**Entries provided:**

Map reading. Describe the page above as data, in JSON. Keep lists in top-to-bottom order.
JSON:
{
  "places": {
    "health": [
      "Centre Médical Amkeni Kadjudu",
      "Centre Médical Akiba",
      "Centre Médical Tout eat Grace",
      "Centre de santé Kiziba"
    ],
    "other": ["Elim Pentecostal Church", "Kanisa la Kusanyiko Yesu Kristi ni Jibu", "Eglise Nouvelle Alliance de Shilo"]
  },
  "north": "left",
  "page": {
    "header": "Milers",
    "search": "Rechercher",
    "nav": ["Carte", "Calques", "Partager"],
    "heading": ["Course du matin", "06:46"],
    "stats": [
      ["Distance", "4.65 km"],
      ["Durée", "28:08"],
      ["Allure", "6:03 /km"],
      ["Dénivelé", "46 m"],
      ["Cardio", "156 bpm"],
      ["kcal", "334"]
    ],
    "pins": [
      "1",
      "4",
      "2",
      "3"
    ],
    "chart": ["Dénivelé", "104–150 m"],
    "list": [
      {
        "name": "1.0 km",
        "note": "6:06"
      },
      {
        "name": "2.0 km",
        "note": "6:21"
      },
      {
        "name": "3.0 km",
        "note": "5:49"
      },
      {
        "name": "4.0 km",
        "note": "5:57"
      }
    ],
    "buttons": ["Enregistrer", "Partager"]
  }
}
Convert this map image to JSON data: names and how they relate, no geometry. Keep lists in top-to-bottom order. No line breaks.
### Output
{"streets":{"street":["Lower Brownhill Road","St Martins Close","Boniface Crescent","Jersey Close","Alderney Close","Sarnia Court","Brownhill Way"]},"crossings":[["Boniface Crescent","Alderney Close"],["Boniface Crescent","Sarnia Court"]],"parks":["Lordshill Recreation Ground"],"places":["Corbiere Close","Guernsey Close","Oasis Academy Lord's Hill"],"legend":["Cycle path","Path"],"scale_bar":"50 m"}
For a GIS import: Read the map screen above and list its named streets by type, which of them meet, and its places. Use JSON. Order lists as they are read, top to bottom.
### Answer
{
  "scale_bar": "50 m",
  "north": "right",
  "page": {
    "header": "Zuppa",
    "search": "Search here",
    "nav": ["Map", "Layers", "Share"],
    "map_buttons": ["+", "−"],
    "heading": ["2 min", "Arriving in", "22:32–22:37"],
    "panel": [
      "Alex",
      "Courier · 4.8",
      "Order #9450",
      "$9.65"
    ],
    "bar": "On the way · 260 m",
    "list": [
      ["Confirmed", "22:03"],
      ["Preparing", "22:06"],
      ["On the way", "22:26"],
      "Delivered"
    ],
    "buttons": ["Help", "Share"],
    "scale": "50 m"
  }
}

**Task prompt:**
Could you retype every record above exactly as written?

**Exercise answer:**
Map reading. Describe the page above as data, in JSON. Keep lists in top-to-bottom order.
JSON:
{
  "places": {
    "health": [
      "Centre Médical Amkeni Kadjudu",
      "Centre Médical Akiba",
      "Centre Médical Tout eat Grace",
      "Centre de santé Kiziba"
    ],
    "other": ["Elim Pentecostal Church", "Kanisa la Kusanyiko Yesu Kristi ni Jibu", "Eglise Nouvelle Alliance de Shilo"]
  },
  "north": "left",
  "page": {
    "header": "Milers",
    "search": "Rechercher",
    "nav": ["Carte", "Calques", "Partager"],
    "heading": ["Course du matin", "06:46"],
    "stats": [
      ["Distance", "4.65 km"],
      ["Durée", "28:08"],
      ["Allure", "6:03 /km"],
      ["Dénivelé", "46 m"],
      ["Cardio", "156 bpm"],
      ["kcal", "334"]
    ],
    "pins": [
      "1",
      "4",
      "2",
      "3"
    ],
    "chart": ["Dénivelé", "104–150 m"],
    "list": [
      {
        "name": "1.0 km",
        "note": "6:06"
      },
      {
        "name": "2.0 km",
        "note": "6:21"
      },
      {
        "name": "3.0 km",
        "note": "5:49"
      },
      {
        "name": "4.0 km",
        "note": "5:57"
      }
    ],
    "buttons": ["Enregistrer", "Partager"]
  }
}
Convert this map image to JSON data: names and how they relate, no geometry. Keep lists in top-to-bottom order. No line breaks.
### Output
{"streets":{"street":["Lower Brownhill Road","St Martins Close","Boniface Crescent","Jersey Close","Alderney Close","Sarnia Court","Brownhill Way"]},"crossings":[["Boniface Crescent","Alderney Close"],["Boniface Crescent","Sarnia Court"]],"parks":["Lordshill Recreation Ground"],"places":["Corbiere Close","Guernsey Close","Oasis Academy Lord's Hill"],"legend":["Cycle path","Path"],"scale_bar":"50 m"}
For a GIS import: Read the map screen above and list its named streets by type, which of them meet, and its places. Use JSON. Order lists as they are read, top to bottom.
### Answer
{
  "scale_bar": "50 m",
  "north": "right",
  "page": {
    "header": "Zuppa",
    "search": "Search here",
    "nav": ["Map", "Layers", "Share"],
    "map_buttons": ["+", "−"],
    "heading": ["2 min", "Arriving in", "22:32–22:37"],
    "panel": [
      "Alex",
      "Courier · 4.8",
      "Order #9450",
      "$9.65"
    ],
    "bar": "On the way · 260 m",
    "list": [
      ["Confirmed", "22:03"],
      ["Preparing", "22:06"],
      ["On the way", "22:26"],
      "Delivered"
    ],
    "buttons": ["Help", "Share"],
    "scale": "50 m"
  }
}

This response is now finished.